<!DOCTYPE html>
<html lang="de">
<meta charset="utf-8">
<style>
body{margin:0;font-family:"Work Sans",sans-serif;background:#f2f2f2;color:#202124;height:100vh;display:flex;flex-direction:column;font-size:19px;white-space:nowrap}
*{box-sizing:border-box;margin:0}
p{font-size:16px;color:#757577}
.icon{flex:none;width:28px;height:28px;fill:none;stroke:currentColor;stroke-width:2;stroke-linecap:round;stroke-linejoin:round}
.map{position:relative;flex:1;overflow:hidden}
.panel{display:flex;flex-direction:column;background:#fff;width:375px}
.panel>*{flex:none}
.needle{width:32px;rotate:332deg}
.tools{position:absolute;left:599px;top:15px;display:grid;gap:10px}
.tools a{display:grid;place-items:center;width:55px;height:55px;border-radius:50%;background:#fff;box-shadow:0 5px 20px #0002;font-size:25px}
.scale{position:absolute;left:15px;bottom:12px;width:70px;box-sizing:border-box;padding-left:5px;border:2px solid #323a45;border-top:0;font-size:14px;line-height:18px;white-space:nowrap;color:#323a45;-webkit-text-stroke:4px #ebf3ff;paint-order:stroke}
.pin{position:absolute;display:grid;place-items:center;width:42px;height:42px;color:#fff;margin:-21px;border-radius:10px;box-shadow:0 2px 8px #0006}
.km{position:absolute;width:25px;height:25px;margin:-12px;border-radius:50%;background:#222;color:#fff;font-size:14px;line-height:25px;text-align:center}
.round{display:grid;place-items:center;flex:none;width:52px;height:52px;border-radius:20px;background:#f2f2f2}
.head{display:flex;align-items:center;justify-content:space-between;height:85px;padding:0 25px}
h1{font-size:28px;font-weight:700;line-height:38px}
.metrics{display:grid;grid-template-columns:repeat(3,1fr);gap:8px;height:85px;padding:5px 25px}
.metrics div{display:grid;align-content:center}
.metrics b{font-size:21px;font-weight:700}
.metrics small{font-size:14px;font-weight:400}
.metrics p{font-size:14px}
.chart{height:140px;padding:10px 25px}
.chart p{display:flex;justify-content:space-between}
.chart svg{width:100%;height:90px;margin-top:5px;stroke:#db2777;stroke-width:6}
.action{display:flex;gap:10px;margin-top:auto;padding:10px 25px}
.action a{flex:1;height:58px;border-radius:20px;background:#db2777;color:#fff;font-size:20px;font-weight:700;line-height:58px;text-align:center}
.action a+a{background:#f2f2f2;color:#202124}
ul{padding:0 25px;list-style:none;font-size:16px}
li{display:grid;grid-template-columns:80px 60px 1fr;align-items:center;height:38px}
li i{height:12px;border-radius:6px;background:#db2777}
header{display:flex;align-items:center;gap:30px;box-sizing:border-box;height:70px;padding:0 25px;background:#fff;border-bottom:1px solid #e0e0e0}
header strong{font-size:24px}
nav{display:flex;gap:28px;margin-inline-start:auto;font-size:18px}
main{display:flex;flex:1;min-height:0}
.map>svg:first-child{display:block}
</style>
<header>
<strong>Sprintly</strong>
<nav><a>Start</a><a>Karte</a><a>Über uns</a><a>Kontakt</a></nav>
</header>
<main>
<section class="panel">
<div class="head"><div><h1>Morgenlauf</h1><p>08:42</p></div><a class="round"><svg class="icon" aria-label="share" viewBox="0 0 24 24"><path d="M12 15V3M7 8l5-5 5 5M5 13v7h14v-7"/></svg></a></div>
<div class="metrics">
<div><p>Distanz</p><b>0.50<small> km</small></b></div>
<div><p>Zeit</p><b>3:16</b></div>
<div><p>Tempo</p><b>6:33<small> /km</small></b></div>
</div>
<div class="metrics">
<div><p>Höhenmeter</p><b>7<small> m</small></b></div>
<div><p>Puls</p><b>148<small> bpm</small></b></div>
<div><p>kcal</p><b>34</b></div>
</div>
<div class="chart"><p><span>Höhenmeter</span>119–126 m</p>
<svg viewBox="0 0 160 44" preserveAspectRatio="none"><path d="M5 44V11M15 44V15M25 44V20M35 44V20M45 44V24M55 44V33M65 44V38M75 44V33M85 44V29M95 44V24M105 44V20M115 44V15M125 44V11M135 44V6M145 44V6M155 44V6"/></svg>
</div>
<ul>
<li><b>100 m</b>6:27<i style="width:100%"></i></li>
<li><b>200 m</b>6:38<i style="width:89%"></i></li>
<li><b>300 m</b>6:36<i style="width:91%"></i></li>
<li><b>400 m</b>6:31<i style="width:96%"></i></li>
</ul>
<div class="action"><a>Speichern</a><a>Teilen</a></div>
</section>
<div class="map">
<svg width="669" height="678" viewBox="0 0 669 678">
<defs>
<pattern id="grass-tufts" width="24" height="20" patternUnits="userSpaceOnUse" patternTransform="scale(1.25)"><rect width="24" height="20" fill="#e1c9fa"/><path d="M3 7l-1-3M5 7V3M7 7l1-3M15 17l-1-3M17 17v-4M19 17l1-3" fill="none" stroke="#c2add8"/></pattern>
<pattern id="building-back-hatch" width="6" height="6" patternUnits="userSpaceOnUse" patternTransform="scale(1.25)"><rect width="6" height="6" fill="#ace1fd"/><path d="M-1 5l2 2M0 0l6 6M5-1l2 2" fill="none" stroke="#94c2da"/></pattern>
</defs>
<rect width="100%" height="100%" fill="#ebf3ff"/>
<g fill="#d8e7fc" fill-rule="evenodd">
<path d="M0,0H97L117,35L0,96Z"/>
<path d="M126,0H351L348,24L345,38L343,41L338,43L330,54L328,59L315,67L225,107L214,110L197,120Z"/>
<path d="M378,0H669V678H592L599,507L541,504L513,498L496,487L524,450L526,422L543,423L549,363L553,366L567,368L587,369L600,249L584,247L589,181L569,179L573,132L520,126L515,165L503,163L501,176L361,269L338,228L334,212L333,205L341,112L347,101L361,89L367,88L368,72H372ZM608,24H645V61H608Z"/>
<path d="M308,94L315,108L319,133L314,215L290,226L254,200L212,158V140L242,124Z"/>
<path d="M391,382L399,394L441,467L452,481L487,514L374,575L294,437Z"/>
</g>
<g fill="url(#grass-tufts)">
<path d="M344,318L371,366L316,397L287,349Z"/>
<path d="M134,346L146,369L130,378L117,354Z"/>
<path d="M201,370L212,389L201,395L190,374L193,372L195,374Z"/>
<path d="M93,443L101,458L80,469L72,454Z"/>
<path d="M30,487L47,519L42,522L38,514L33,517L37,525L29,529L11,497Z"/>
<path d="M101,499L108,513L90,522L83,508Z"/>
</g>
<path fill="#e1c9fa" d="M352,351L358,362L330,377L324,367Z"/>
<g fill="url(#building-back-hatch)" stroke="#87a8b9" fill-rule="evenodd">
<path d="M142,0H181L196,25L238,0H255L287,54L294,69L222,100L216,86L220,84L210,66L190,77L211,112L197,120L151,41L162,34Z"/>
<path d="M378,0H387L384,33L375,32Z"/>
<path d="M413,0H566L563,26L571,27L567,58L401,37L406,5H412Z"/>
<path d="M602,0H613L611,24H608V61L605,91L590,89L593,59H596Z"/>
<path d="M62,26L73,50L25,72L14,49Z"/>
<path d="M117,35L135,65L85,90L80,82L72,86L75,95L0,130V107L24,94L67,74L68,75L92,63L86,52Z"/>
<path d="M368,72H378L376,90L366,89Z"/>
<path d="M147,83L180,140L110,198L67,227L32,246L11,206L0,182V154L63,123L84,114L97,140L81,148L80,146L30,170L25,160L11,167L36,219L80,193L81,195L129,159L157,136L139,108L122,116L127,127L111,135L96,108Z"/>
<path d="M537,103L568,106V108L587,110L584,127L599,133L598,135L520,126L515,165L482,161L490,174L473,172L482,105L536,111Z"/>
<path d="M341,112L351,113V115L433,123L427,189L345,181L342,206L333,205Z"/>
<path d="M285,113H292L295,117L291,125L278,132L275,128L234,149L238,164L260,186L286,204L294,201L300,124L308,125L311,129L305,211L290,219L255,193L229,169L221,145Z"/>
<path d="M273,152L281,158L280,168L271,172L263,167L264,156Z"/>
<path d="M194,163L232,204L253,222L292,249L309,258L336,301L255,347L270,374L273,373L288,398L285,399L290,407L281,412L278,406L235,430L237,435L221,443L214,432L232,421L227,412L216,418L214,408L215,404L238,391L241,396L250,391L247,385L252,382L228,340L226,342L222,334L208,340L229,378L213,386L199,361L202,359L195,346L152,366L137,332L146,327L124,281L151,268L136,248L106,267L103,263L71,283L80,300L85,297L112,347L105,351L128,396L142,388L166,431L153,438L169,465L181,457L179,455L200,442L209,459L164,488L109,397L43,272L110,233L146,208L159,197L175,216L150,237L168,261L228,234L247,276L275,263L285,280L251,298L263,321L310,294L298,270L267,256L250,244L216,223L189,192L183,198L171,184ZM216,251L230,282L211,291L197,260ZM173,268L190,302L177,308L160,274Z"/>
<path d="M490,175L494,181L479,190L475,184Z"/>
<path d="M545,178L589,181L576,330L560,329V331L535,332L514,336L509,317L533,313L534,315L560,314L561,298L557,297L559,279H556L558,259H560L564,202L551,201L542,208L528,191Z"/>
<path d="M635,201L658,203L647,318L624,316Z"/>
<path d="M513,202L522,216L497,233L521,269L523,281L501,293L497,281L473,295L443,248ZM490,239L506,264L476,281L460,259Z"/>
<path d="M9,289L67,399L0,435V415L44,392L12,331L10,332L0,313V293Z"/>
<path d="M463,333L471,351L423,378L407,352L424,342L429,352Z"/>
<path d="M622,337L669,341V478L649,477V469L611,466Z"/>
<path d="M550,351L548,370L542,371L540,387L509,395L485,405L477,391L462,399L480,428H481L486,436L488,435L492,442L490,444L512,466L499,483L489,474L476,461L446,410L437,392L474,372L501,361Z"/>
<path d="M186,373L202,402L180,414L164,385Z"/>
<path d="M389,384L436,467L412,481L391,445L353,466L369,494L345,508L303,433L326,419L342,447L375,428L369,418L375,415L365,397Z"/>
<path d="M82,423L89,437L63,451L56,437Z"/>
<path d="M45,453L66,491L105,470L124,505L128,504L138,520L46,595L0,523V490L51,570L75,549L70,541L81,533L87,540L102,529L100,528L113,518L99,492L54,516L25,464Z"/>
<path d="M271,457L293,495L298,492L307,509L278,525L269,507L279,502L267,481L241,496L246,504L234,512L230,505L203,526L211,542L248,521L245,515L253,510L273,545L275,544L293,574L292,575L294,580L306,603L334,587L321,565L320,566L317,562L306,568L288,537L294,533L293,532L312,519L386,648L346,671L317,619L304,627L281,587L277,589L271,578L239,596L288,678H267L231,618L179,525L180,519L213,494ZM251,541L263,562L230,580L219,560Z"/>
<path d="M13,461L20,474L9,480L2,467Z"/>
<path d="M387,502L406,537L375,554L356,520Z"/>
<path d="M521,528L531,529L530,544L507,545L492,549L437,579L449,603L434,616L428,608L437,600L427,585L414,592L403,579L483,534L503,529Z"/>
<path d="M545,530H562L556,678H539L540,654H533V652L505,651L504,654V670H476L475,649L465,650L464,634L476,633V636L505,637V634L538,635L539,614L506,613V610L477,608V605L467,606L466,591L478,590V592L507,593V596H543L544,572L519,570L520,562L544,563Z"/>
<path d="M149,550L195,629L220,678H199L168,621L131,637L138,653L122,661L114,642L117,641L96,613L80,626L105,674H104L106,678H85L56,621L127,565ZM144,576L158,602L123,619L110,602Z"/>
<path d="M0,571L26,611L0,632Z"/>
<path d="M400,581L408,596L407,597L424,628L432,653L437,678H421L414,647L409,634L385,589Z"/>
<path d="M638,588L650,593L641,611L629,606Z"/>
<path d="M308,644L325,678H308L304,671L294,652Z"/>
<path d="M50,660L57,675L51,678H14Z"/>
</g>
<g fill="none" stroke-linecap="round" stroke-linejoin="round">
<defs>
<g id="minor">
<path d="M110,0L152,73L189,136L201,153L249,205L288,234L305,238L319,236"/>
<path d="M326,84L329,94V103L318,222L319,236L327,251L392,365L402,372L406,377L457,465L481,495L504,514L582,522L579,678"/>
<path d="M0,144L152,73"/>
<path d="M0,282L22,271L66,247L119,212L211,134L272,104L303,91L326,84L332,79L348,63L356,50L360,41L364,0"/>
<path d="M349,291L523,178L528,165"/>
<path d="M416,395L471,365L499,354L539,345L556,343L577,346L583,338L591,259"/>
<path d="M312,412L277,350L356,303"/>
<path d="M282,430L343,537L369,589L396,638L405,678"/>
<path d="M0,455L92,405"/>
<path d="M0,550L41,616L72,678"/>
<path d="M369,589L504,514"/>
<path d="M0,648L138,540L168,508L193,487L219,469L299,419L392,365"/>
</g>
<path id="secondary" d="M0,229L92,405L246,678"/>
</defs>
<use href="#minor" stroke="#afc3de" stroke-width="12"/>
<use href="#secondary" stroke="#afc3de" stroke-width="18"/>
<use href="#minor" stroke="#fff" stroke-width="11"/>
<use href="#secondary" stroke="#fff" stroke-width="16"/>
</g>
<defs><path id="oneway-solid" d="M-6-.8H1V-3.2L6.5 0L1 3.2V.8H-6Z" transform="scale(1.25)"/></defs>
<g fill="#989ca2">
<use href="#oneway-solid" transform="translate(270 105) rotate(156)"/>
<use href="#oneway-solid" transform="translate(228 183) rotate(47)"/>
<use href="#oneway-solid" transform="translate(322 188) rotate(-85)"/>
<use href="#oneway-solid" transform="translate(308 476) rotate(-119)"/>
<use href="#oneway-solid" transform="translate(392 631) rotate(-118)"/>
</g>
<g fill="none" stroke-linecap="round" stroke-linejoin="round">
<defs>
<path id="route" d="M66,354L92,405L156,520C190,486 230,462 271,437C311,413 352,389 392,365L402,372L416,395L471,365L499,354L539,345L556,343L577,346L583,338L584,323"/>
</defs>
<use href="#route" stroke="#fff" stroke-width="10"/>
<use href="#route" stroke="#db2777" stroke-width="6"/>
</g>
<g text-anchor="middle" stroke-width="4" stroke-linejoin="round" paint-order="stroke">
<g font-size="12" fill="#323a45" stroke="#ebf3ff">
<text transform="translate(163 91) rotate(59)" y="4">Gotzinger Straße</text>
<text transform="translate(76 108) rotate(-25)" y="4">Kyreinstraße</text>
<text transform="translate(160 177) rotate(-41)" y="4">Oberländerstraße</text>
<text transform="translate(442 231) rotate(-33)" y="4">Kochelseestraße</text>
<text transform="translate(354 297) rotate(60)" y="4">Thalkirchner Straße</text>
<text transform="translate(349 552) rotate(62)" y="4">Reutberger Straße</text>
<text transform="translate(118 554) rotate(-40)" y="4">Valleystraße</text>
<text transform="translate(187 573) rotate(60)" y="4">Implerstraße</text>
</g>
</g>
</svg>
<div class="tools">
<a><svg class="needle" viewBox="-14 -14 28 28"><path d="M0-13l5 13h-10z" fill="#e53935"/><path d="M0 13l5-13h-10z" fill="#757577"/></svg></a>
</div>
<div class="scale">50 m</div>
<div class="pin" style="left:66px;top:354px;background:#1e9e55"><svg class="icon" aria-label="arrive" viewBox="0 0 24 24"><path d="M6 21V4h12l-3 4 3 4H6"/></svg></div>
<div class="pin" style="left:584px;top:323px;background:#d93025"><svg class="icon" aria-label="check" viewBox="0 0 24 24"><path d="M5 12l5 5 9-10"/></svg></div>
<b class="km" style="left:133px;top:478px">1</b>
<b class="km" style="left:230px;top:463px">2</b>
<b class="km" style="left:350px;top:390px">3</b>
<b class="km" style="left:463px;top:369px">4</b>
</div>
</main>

[Your goal]
Whenever a line in the material above holds the string "grass", copy that line in full.

[Answer]
<pattern id="grass-tufts" width="24" height="20" patternUnits="userSpaceOnUse" patternTransform="scale(1.25)"><rect width="24" height="20" fill="#e1c9fa"/><path d="M3 7l-1-3M5 7V3M7 7l1-3M15 17l-1-3M17 17v-4M19 17l1-3" fill="none" stroke="#c2add8"/></pattern>
<g fill="url(#grass-tufts)">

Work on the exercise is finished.